*REQUIRED WORK*. Would you please copy the part of the material below that opens with the line containing "Annotation task. Give" and closes with the line containing "Describe this map"? Copy it exactly, and only it.

Start of RECORDS FOR THIS EXERCISE

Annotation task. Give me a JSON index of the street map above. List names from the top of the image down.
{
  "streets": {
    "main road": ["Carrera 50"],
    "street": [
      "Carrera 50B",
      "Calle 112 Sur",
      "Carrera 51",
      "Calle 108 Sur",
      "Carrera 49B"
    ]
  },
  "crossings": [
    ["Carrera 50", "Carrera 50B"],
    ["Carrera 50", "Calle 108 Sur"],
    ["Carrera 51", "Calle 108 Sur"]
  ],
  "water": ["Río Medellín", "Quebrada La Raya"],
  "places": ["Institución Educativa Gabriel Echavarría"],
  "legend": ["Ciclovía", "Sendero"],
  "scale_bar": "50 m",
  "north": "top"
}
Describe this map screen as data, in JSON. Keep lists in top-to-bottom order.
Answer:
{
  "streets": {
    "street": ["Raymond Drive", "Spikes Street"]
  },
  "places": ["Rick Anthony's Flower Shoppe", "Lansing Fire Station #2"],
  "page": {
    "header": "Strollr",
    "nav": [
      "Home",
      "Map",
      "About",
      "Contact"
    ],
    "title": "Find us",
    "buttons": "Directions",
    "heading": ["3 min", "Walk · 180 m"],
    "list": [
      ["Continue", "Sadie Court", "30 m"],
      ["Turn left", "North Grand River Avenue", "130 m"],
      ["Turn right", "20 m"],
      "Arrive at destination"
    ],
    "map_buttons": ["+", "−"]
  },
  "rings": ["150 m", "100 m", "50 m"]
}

End of RECORDS FOR THIS EXERCISE
Start of RECORDS FOR THIS EXERCISE

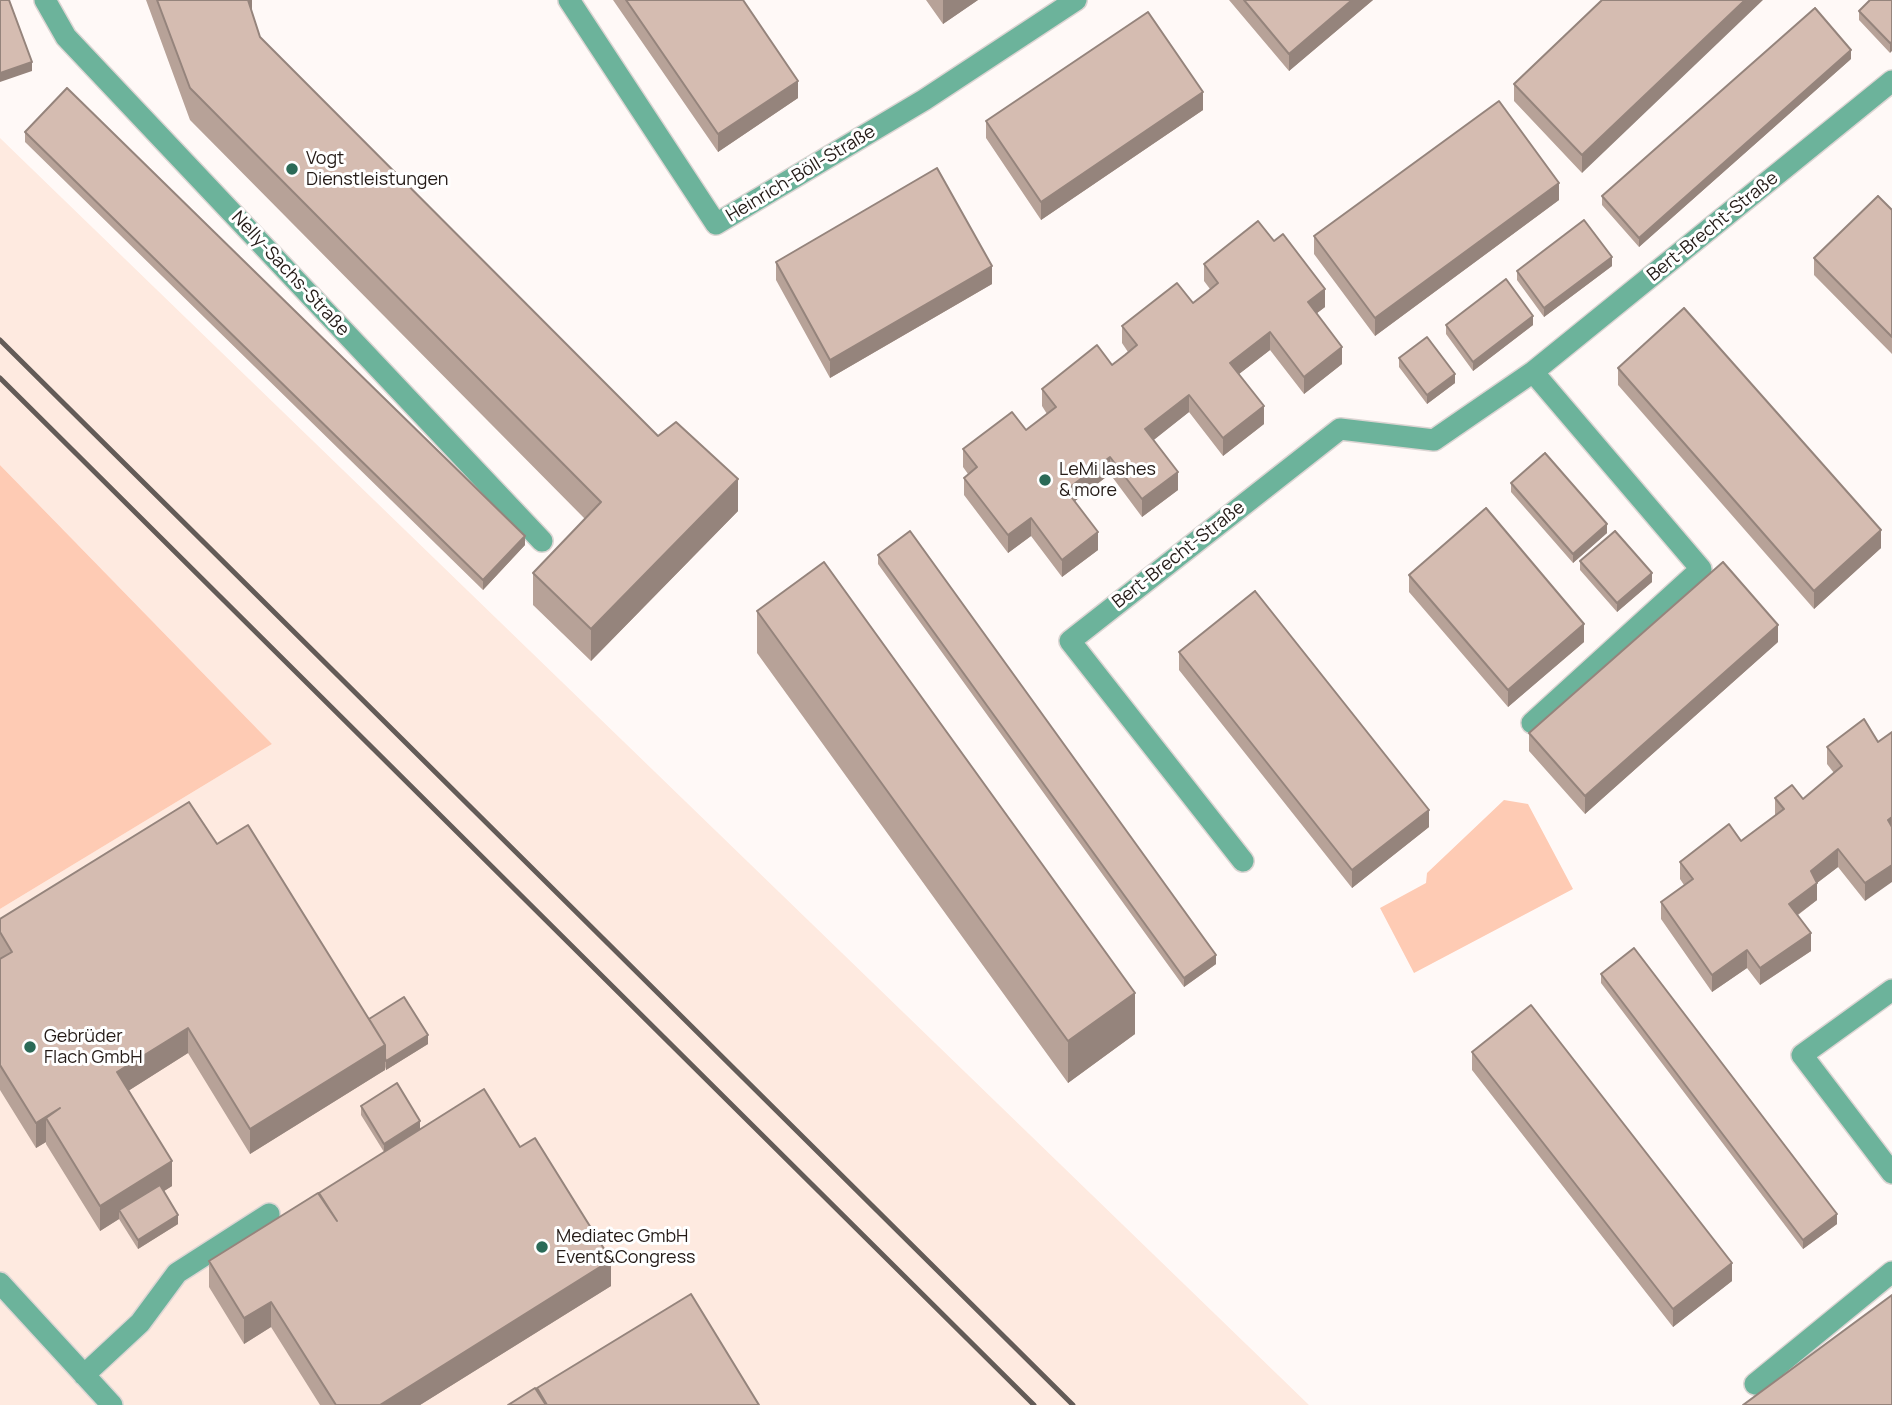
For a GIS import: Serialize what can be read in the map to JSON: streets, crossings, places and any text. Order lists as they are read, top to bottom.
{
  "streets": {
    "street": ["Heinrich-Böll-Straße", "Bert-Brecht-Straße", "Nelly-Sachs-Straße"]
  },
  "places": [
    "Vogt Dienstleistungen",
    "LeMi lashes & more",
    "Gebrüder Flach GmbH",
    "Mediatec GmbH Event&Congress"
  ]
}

End of RECORDS FOR THIS EXERCISE

*ANSWER FOR THIS EXERCISE*.
Annotation task. Give me a JSON index of the street map above. List names from the top of the image down.
{
  "streets": {
    "main road": ["Carrera 50"],
    "street": [
      "Carrera 50B",
      "Calle 112 Sur",
      "Carrera 51",
      "Calle 108 Sur",
      "Carrera 49B"
    ]
  },
  "crossings": [
    ["Carrera 50", "Carrera 50B"],
    ["Carrera 50", "Calle 108 Sur"],
    ["Carrera 51", "Calle 108 Sur"]
  ],
  "water": ["Río Medellín", "Quebrada La Raya"],
  "places": ["Institución Educativa Gabriel Echavarría"],
  "legend": ["Ciclovía", "Sendero"],
  "scale_bar": "50 m",
  "north": "top"
}
Describe this map screen as data, in JSON. Keep lists in top-to-bottom order.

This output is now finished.